Por el aire soñaba el Timón mientras veía pasar el agua con los ojos fijos.

—¿O fue la Pilar?

Se acurrucó tras la base y encendió un cigarro. Necesitó tres fósforos. La humedad comenzaba a derretir los huesos.

Y no sintió más nada hasta que apareció Agripino. Como si Agripino le hubiera traído una mano fresca, que le lavara el seso y

le puliera la tersura de piel de fruta, de naranjos, y no ser ya él. Se vio mascullando, más bien, se oyó convertirse en otro. Un otro más de antes y por qué no, más vital y joven.

Y en el dintel de esa forma se transportó en seguida a la calle de arena mojada, que dejaba profundas huellas en el pasar de los carros, y unas lámparas sostenidas por negros con tocados de ao po’i y descalzos.

Descalzas también iban las amas pero con los zapatos en la mano.

Al llegar a la amplia entrada a pocos metros de allí, se calzaban e irrumpían con cierto desequilibrio al espacio de luz del zaguán transformado con cadenas de papel chifón en exuberante escenario comandado por la Madama. Esta acababa de llegar de Francia. Aún no entendía las historias de este país, ni siquiera a sus mujeres.

Todas vestían sus mejores galos, amplias polleras al uso, bajo escote y alta cintura. Alhajadas con oro, corales, y flores.

Agripino no dejaba de darle comentarios, zalamerías del vicheador, del que está detrás de bambalinas.

El aire era de terrestre color, de humo blanco, de especies, olores sabios, talco y colonia de París.

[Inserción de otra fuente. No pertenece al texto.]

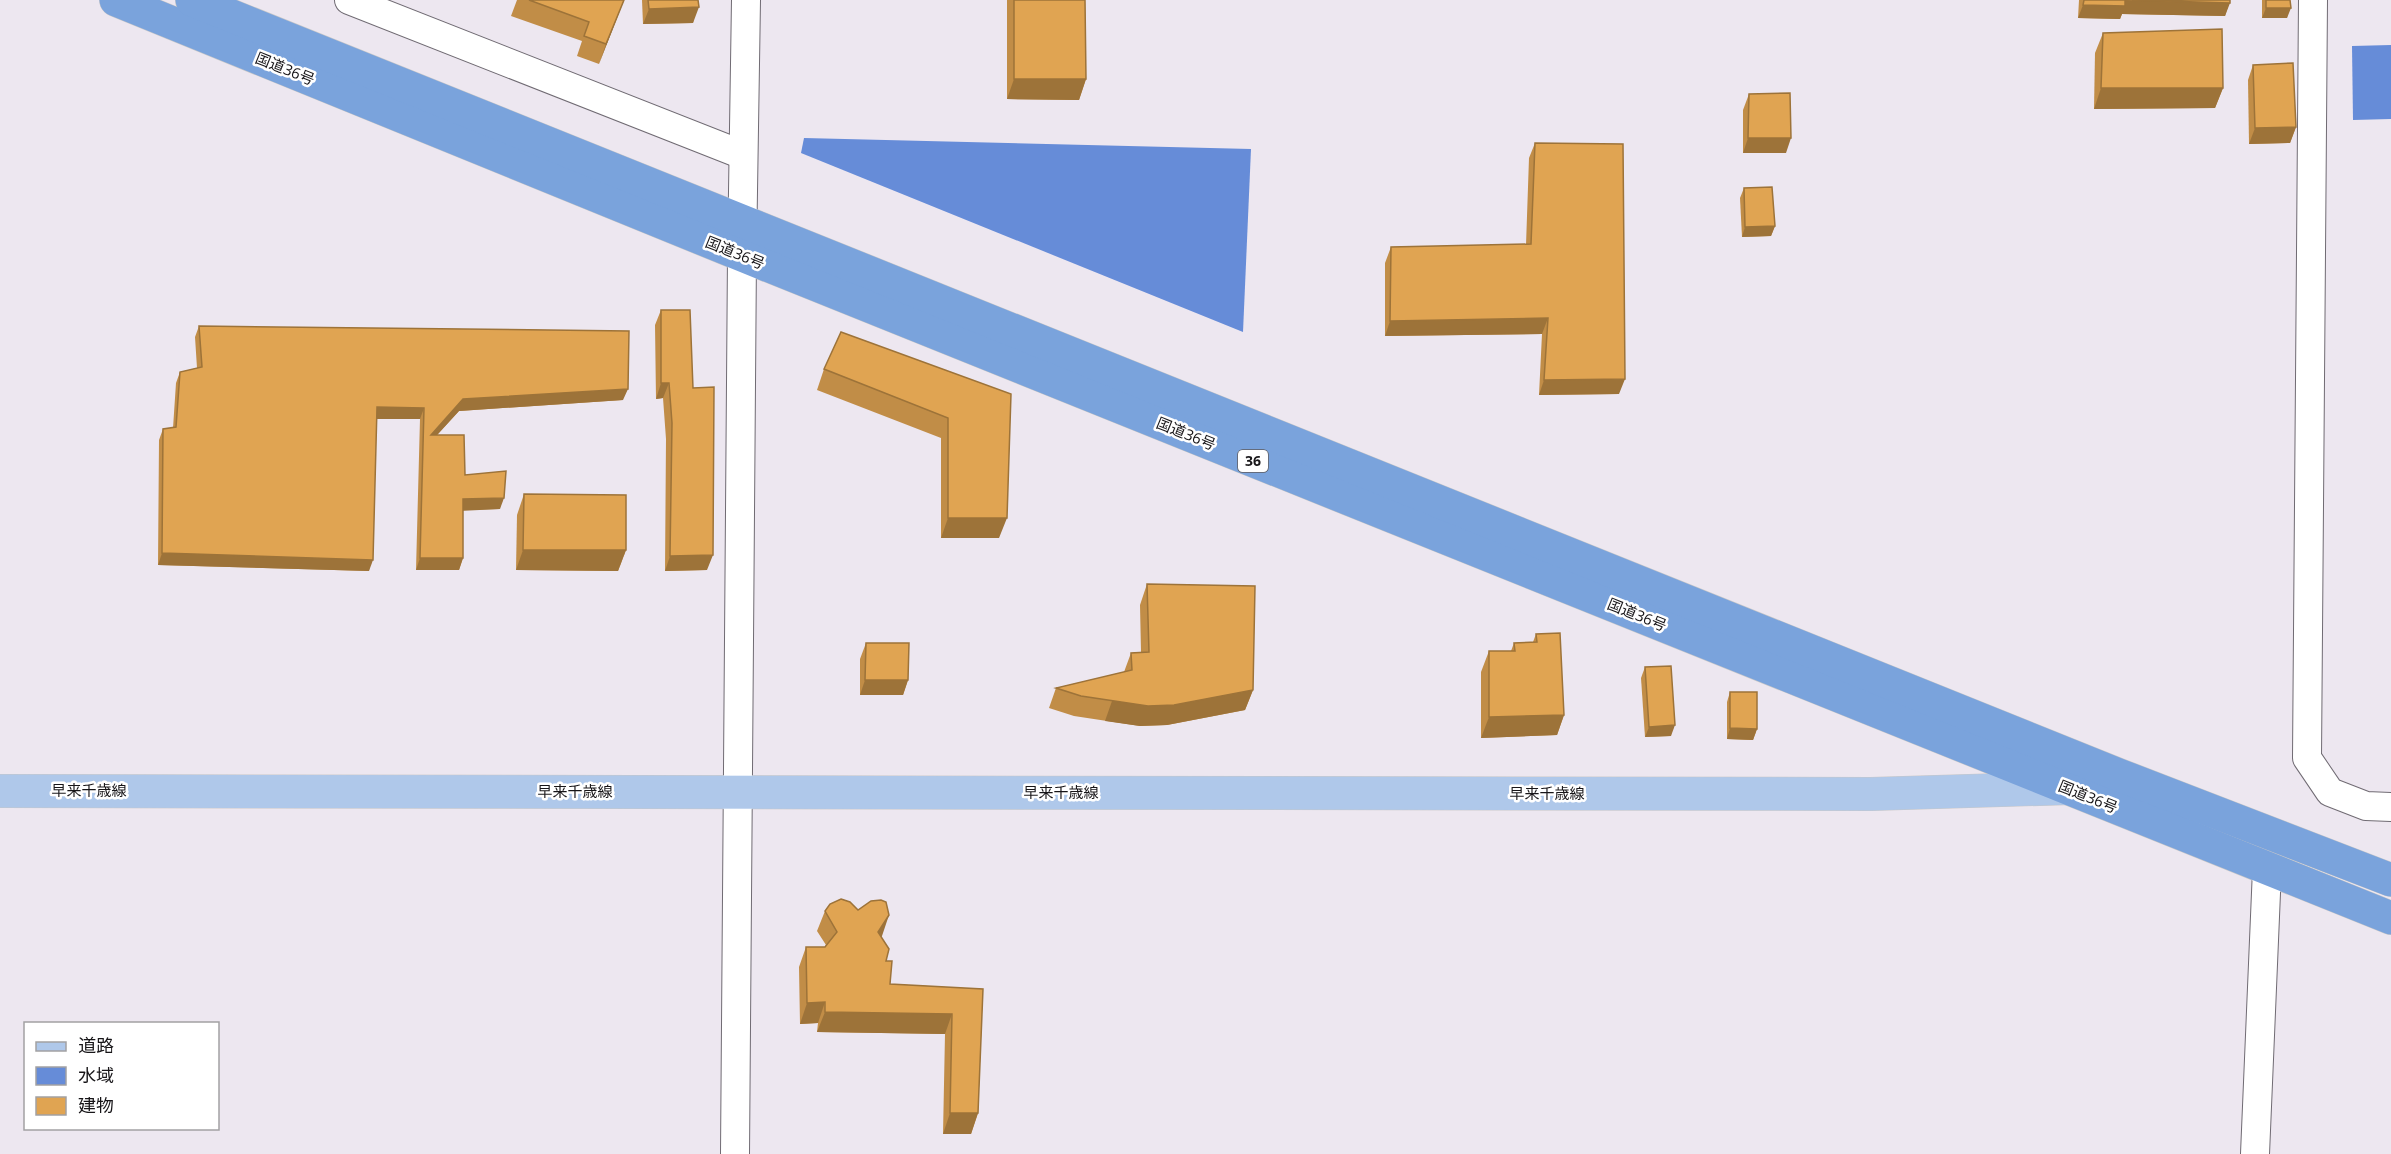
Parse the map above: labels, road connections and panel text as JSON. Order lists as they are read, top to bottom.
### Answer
{
  "streets": {
    "highway": ["国道36号", "36"],
    "main road": ["早来千歳線"]
  },
  "crossings": [
    ["国道36号", "早来千歳線"]
  ],
  "legend": ["道路", "水域", "建物"]
}
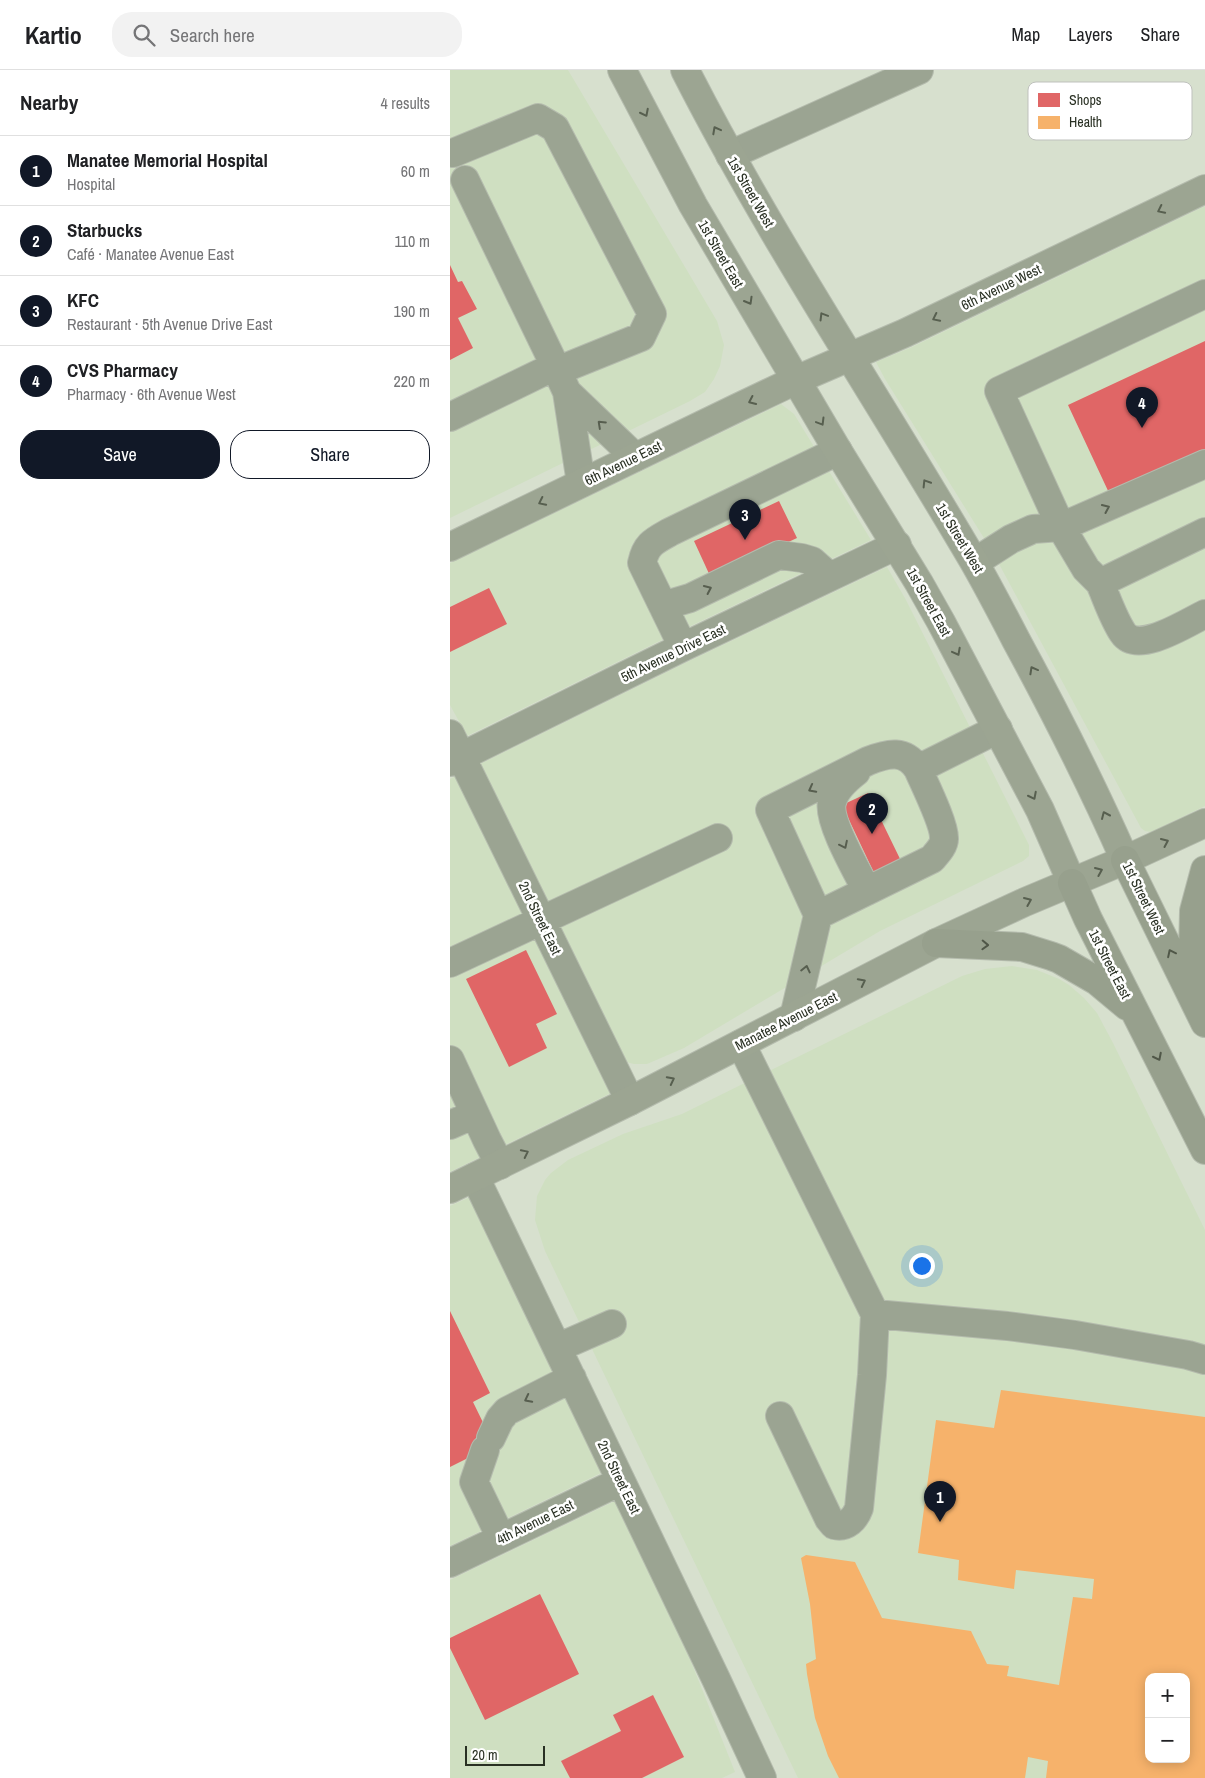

Las sedas de Oriente arrastraban lastres que el suelo disponía a su paso. Lo demás dejado a la libertad del aire que se imponía en la dulzura de la noche a cuanta nariz, plebeya o negra, discurría por los callejones.

Agripino le relató los dilemas del variado personaje que arribaba al principal nocturno de fiestas; en eso apareció la Madama ataviada de brocato y perlas. Llevaba un abanico con encaje de Brujas, unas sandalias también bordadas de perlas y tafetán de plata, con ribetes de pasamanería. En los talones una lágrima de oro latía en el andar; en el cadencioso andar que hacía aparecer el cuerpo duro, estructurado de uñas y escorpiones. Ojos de gacela para unos, ojos de basilisco a los demás. Era la amante irlandesa del dictador. Mujer principal. Dirigía el operativo de la fiesta con precisión pero sin entusiasmo. Encontró la forma de no aburrirse enseñando a los nativos del lugar maneras de divertirse como en la

Corte Francesa. Al caminar balanceaba el busto hacia un lado alzando el brazo izquierdo; con los dedos se sacudía el pelo que estallaba en tonos rojizos otorgándole a toda su figura un inesperado encanto.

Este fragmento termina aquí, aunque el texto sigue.